Tsavo National Park
This park is home of the “Red” elephant which derives its color from the red soil of the Tsavo. Tsavo is the largest of the Kenyan parks covering over 21,000 km². For administrative purpose, it is divided into 2 parks -Tsavo West and Tsavo East with the Nairobi-Mombasa Highway dividing them. It is best known for the “Man-eating Lions” that terrorized builders of the Mombasa-Kisumu railway line in the late 19th century.
Tsavo West National Park is smaller, wetter and mountanious and harbours the famous Mzima Springs, a flood of water gushing from nowhere that provides water to the city of Mombasa, 200 km away.
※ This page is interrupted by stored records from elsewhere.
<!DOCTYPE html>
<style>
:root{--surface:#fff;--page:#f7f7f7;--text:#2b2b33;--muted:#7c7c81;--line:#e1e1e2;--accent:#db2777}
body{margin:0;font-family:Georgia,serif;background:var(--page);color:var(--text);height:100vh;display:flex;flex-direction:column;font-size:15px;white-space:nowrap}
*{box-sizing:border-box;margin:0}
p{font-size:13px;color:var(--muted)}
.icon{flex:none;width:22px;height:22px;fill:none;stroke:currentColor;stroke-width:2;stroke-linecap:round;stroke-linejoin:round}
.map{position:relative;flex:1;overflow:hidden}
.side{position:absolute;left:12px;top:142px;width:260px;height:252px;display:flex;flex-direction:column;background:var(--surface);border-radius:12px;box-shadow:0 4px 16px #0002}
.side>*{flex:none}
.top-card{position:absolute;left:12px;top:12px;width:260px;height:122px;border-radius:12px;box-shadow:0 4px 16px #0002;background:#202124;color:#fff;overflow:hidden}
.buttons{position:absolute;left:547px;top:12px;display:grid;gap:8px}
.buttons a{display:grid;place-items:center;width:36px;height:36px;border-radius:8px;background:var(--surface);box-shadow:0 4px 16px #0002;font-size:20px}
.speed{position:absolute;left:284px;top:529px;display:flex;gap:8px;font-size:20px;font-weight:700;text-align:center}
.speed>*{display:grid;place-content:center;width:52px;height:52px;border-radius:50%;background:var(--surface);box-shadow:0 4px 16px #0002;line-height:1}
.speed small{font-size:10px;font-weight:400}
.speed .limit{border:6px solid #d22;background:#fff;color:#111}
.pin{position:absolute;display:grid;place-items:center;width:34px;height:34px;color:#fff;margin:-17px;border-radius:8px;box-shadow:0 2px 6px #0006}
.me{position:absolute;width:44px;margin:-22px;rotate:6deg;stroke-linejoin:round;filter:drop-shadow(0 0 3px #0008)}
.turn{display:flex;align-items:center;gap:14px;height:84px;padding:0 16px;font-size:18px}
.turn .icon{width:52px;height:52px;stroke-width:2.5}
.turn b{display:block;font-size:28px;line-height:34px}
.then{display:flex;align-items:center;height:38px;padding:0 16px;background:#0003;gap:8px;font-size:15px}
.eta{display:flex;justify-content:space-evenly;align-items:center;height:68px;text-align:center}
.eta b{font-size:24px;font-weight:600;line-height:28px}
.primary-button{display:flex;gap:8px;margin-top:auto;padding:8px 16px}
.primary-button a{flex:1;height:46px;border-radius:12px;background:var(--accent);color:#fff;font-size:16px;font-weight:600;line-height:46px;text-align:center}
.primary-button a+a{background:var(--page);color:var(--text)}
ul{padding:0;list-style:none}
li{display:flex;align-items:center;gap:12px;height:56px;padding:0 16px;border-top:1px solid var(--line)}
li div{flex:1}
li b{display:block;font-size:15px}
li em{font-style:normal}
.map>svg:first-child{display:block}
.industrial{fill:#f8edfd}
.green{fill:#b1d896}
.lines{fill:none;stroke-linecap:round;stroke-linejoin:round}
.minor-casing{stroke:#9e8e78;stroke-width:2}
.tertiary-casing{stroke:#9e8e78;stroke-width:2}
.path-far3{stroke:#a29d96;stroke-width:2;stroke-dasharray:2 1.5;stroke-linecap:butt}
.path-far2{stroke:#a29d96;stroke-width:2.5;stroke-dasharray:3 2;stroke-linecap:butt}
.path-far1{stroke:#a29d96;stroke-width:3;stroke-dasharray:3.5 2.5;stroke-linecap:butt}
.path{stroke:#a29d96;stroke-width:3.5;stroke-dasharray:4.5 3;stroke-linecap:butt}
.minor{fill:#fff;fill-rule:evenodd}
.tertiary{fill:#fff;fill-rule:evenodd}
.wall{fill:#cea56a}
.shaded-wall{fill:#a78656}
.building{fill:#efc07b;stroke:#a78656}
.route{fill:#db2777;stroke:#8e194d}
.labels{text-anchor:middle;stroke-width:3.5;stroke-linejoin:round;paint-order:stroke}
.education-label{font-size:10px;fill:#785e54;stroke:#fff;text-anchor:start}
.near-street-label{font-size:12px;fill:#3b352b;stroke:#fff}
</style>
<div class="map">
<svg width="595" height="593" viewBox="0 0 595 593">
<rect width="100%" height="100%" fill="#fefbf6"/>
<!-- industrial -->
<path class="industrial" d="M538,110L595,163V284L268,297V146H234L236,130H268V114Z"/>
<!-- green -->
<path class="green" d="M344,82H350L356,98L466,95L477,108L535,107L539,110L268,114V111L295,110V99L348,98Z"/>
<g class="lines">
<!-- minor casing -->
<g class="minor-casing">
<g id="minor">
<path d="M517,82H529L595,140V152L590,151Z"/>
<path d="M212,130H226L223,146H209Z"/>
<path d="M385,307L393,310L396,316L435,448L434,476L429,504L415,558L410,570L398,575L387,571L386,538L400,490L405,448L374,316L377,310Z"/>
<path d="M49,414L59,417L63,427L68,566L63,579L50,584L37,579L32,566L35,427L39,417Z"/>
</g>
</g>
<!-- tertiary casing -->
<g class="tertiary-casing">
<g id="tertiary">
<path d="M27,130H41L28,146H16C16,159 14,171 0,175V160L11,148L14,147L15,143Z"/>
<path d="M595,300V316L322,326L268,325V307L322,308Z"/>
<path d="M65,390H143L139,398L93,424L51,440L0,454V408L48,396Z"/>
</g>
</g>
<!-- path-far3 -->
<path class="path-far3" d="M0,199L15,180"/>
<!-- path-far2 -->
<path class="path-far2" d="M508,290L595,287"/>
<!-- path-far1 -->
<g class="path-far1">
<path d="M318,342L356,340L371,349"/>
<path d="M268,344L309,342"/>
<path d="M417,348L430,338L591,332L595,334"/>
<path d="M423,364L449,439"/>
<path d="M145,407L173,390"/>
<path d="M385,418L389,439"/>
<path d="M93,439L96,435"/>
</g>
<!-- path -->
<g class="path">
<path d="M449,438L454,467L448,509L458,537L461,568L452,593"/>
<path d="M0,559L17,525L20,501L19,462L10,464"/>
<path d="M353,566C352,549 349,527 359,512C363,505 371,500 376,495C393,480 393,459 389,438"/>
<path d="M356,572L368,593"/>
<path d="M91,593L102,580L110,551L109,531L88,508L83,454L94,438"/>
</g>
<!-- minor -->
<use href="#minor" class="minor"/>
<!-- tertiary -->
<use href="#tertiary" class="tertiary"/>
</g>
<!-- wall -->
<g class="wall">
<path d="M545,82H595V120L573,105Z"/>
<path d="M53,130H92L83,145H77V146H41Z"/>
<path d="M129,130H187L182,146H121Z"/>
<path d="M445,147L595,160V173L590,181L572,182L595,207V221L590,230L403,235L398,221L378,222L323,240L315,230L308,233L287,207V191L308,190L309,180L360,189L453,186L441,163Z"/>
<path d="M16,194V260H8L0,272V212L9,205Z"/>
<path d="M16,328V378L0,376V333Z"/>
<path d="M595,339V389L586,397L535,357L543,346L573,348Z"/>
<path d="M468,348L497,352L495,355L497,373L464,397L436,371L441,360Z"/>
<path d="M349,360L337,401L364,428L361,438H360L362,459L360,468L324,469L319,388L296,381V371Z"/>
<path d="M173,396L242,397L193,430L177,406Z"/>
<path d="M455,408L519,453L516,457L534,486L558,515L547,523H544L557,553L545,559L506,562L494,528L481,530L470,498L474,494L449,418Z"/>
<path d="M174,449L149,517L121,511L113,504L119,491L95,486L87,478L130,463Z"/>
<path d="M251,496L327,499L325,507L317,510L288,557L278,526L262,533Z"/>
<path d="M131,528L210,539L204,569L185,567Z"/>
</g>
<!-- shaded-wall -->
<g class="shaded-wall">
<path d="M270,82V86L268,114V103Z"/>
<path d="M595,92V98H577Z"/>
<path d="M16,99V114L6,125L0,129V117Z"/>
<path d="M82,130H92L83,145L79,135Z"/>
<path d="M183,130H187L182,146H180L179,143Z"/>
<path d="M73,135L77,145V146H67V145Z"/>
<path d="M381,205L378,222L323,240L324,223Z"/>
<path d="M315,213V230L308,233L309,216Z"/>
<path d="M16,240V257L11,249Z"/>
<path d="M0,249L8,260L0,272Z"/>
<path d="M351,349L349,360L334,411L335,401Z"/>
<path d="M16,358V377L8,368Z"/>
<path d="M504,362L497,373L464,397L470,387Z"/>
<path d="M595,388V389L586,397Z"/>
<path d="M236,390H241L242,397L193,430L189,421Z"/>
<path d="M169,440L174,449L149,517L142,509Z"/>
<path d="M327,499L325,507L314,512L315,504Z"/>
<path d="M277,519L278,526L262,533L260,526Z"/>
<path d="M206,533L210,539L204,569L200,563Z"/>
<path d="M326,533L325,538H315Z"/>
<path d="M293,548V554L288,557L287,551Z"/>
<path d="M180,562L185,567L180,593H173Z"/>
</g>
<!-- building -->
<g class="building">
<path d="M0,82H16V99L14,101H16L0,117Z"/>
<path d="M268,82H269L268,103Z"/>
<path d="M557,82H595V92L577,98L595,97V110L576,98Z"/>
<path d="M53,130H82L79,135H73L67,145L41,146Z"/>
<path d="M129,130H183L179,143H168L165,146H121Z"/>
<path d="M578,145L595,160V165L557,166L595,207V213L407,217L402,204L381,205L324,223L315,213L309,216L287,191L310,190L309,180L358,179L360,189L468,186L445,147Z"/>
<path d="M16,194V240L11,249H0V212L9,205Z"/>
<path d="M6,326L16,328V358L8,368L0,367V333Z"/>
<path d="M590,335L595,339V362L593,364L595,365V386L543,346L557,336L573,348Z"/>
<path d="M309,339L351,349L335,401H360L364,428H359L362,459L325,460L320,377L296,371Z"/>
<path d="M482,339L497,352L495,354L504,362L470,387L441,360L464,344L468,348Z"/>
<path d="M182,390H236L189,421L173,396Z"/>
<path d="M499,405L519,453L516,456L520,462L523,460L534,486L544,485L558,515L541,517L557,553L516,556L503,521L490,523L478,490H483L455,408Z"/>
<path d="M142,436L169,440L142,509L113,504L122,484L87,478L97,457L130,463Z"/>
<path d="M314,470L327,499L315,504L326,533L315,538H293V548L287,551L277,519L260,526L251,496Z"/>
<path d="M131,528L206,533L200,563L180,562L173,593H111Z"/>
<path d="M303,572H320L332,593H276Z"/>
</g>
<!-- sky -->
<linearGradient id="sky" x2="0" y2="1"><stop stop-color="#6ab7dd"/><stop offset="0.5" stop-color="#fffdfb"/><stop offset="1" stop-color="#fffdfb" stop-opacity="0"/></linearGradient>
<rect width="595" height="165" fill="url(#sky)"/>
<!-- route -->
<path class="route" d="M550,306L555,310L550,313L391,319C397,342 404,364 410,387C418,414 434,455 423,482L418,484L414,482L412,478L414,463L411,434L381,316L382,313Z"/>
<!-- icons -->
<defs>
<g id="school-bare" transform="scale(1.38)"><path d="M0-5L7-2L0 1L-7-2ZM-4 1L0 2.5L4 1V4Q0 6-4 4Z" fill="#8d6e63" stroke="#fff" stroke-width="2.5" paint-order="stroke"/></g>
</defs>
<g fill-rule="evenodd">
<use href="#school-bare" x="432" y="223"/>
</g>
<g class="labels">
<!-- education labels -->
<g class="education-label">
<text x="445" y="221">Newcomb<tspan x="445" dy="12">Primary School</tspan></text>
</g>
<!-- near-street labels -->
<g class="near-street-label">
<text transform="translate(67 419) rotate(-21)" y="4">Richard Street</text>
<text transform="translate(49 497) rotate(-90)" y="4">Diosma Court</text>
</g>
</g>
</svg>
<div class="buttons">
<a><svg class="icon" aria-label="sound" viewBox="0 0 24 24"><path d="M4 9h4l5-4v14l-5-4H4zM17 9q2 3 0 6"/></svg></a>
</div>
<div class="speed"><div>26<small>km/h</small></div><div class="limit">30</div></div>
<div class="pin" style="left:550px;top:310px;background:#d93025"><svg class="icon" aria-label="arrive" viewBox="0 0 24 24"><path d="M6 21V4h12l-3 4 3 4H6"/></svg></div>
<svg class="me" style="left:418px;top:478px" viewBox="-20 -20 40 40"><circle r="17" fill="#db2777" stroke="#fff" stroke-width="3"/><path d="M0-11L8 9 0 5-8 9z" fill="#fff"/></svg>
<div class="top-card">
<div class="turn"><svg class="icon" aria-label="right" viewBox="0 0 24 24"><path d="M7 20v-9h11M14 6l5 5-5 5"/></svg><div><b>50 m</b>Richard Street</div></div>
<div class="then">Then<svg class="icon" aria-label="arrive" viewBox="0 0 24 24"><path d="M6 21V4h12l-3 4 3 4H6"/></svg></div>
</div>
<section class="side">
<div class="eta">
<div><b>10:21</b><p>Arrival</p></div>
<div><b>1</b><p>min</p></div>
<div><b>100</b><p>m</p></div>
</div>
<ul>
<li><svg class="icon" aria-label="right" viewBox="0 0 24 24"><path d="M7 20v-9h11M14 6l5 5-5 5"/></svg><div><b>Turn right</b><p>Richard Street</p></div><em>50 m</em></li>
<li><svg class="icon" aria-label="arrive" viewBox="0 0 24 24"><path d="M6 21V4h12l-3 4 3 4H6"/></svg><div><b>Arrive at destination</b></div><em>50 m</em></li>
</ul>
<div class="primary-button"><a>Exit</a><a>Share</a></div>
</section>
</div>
The springs are home to the Hippo, Crocodile and species of fresh water fish. The animals to be found in Tsavo West are the big cats, small cats including the Civet, Mongoose, Jackal, Genet and Serval. Herbivores include Rhino, Buffalo, Giraffe, Kudu, Eland, Oryx, Topi, Hartebeest and the small grazers comprising of Impala, Thomson’s gazelle, Dikdik and Duiker.
Tsavo East National Park is larger, largely flat and drier and is home to most of the larger mammals, vast herds of dust–red Elephant, Rhino, Buffalo, Lion, Leopard, Hippo, Crocodile, Waterbuck and Lesser Kudu. The sight of dust-red elephant wallowing, rolling and spraying each other with the brownish waters of Galana River and the Aruba Dam is one of the most evocative images of Africa. The Aruba Dam is located on the northern bank of the seasonal Voi River. The prolific bird life features 500 recorded species.